◆ DESCRIPTION OF THE TASK
Write out, unaltered, each line from the top of the records below down to the line where "Where are all labels, markers" appears, that line included.

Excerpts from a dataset
•••••

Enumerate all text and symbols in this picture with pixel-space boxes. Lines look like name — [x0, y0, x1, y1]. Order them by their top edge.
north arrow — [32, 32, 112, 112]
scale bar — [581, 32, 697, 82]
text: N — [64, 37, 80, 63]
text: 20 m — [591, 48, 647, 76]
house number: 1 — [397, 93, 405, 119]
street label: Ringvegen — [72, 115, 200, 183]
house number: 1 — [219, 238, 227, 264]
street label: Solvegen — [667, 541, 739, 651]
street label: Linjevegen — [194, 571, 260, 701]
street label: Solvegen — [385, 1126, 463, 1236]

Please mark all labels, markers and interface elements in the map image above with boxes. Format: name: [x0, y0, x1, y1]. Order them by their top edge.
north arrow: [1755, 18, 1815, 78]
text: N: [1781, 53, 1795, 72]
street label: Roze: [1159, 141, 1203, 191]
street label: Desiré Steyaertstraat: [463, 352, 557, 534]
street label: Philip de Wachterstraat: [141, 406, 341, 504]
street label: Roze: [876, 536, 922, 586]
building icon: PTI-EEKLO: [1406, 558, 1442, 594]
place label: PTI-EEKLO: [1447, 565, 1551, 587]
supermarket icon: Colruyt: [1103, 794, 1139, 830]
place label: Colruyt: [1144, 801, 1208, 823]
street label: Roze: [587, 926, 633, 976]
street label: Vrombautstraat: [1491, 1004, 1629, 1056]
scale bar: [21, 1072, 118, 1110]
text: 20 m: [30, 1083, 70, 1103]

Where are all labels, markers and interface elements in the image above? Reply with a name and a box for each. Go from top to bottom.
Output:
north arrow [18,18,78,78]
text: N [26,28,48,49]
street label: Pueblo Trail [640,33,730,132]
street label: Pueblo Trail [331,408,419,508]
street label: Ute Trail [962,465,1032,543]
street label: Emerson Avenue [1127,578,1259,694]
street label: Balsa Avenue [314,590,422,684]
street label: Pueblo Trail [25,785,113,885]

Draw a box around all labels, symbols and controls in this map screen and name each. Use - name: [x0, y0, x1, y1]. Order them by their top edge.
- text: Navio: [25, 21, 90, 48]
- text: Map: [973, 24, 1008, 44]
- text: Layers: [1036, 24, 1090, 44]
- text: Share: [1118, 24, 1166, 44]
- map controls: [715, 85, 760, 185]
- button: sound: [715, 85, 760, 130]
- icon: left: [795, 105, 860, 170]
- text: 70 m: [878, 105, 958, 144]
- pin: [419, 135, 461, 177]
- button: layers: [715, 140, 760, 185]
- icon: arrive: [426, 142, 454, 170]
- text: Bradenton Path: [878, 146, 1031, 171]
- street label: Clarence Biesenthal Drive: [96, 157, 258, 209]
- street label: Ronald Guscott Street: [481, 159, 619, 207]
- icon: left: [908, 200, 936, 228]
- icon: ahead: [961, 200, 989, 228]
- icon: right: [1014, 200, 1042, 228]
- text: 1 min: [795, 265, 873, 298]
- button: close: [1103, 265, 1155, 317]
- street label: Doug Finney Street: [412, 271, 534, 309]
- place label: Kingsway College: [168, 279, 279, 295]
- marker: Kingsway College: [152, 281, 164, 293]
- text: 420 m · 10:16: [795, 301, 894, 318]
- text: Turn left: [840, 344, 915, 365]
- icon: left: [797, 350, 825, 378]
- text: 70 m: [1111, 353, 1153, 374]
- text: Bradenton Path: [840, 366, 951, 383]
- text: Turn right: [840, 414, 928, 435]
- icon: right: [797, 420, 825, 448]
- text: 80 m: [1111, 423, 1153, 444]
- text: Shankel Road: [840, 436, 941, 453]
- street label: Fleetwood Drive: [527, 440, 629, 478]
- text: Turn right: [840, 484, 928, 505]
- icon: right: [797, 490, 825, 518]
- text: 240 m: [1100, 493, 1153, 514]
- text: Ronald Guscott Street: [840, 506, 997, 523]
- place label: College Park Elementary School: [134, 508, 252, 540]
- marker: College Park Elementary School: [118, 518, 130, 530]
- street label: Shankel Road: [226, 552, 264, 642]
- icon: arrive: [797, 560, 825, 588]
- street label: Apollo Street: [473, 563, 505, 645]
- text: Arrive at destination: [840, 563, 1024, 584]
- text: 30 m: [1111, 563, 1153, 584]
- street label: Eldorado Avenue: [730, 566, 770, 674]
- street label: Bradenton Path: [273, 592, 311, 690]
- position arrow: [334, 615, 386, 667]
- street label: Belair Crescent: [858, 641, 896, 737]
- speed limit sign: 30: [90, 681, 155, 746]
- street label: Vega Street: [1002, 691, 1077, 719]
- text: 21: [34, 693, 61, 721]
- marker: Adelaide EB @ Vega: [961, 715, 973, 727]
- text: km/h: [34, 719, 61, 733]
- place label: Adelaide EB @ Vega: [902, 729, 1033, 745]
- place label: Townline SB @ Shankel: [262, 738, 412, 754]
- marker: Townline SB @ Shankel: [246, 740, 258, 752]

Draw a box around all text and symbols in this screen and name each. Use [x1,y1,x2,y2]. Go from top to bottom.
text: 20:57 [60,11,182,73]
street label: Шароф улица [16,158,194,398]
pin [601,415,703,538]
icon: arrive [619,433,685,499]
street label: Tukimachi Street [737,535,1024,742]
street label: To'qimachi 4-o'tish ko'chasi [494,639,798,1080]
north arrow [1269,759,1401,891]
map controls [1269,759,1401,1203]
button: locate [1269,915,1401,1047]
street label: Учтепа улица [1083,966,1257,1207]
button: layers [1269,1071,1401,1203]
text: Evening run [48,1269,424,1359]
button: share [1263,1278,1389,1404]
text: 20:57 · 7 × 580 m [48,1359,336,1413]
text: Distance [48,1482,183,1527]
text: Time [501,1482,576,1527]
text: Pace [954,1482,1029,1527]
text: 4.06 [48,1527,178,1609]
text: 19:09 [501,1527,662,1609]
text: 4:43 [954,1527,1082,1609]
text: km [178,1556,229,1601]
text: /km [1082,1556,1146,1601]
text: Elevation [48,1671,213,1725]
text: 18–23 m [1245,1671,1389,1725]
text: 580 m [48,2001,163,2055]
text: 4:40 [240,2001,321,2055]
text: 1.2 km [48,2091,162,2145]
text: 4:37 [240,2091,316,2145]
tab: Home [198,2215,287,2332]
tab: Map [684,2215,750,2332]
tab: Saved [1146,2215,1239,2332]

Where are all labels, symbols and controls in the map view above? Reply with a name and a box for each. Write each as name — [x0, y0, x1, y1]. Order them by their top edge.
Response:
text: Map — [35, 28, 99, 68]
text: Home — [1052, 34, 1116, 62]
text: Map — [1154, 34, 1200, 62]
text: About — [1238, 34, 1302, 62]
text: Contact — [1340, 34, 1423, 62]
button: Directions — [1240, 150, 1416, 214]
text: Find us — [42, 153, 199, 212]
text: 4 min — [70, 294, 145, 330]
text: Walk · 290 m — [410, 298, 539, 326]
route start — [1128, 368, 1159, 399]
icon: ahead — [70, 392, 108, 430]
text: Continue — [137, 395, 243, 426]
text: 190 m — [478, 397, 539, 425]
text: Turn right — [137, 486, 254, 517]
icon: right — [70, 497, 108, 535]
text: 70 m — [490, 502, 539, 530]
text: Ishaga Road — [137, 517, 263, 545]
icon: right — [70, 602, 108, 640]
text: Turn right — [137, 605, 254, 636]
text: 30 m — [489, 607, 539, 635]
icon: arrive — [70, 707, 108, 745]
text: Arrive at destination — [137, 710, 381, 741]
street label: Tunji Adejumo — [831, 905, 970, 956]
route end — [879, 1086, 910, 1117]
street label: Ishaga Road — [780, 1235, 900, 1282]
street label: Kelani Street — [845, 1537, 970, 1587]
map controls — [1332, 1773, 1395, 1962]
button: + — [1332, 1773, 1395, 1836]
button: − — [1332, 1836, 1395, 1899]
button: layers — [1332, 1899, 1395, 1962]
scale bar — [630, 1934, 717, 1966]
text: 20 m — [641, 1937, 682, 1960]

•••••

◆ OUTPUT FOR THIS TASK
Enumerate all text and symbols in this picture with pixel-space boxes. Lines look like name — [x0, y0, x1, y1]. Order them by their top edge.
north arrow — [32, 32, 112, 112]
scale bar — [581, 32, 697, 82]
text: N — [64, 37, 80, 63]
text: 20 m — [591, 48, 647, 76]
house number: 1 — [397, 93, 405, 119]
street label: Ringvegen — [72, 115, 200, 183]
house number: 1 — [219, 238, 227, 264]
street label: Solvegen — [667, 541, 739, 651]
street label: Linjevegen — [194, 571, 260, 701]
street label: Solvegen — [385, 1126, 463, 1236]

Please mark all labels, markers and interface elements in the map image above with boxes. Format: name: [x0, y0, x1, y1]. Order them by their top edge.
north arrow: [1755, 18, 1815, 78]
text: N: [1781, 53, 1795, 72]
street label: Roze: [1159, 141, 1203, 191]
street label: Desiré Steyaertstraat: [463, 352, 557, 534]
street label: Philip de Wachterstraat: [141, 406, 341, 504]
street label: Roze: [876, 536, 922, 586]
building icon: PTI-EEKLO: [1406, 558, 1442, 594]
place label: PTI-EEKLO: [1447, 565, 1551, 587]
supermarket icon: Colruyt: [1103, 794, 1139, 830]
place label: Colruyt: [1144, 801, 1208, 823]
street label: Roze: [587, 926, 633, 976]
street label: Vrombautstraat: [1491, 1004, 1629, 1056]
scale bar: [21, 1072, 118, 1110]
text: 20 m: [30, 1083, 70, 1103]

Where are all labels, markers and interface elements in the image above? Reply with a name and a box for each. Go from top to bottom.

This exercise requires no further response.